Initial impressions can be misleading, but believe us when we say that – with a handful of rare exceptions – they probably aren’t here.

— Set details —

Theme: VIDIYO Set name: 43101 Bandmates Release: March 1, 2021

Price: £3.99 / $4.99 / €4.99 Pieces: Various Minifigures: 1

LEGOAvailable now Zavvi: Sold out

LEGO VIDIYO 43101 Bandmates review 6

— Build —

As you might expect from a set that costs £3.99 and very closely mimics the style of the Collectible Minifigures, there’s not much build to speak of in 43101 Bandmates: you’re basically putting the character together, then assembling the incredibly basic (but perhaps rightly so) stand, which also holds the three printed tiles.

Probably more worthy of mention is the experience of buying any single 43101 Bandmates box, because that’s exactly what it is: a cardboard box, replacing the usual plastic bags of the regular Collectible Minifigures, and ensuring that what you end up with is truly random.

You’ll still find a plastic bag inside, though, which means VIDIYO’s packaging doesn’t so much solve the environmental issues proposed by its predecessors as hide them inside a box where nobody can see them.
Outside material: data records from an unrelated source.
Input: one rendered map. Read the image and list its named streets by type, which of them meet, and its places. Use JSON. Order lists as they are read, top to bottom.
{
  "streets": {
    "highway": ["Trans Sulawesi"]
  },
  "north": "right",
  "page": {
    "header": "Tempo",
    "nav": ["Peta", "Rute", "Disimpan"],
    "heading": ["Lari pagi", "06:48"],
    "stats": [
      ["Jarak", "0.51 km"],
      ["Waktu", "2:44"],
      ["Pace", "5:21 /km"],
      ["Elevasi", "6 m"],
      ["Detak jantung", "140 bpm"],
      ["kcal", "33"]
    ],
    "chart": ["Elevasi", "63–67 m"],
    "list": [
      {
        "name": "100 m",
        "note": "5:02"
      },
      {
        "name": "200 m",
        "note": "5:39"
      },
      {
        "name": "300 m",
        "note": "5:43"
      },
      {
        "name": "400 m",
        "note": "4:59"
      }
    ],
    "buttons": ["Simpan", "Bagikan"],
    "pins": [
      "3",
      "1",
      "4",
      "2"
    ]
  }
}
Thankfully, the next batch of actual Collectible Minifigures71030 Looney Tunes – has reverted to the tried and tested plastic packaging. We’re all for saving the environment, but VIDIYO’s halfway house is basically just the worst of both worlds.

— Characters —

There are a dozen different Bandmates to collect in this first series, and while they all deliver something new, none of them feel as fresh as any given Collectible Minifigures series. In fact, they mostly rely on elements introduced through that theme, occasionally in new colours.

Some do offer brand new moulds, and it’s those that stand head and shoulders above the rest: the Red Panda Dancer, Shark Singer, Ice Cream Saxophonist and Bunny Dancer will likely be high on your want list, while the comparatively dull Genie Dancer, Discowboy and Samurapper will be much lower down.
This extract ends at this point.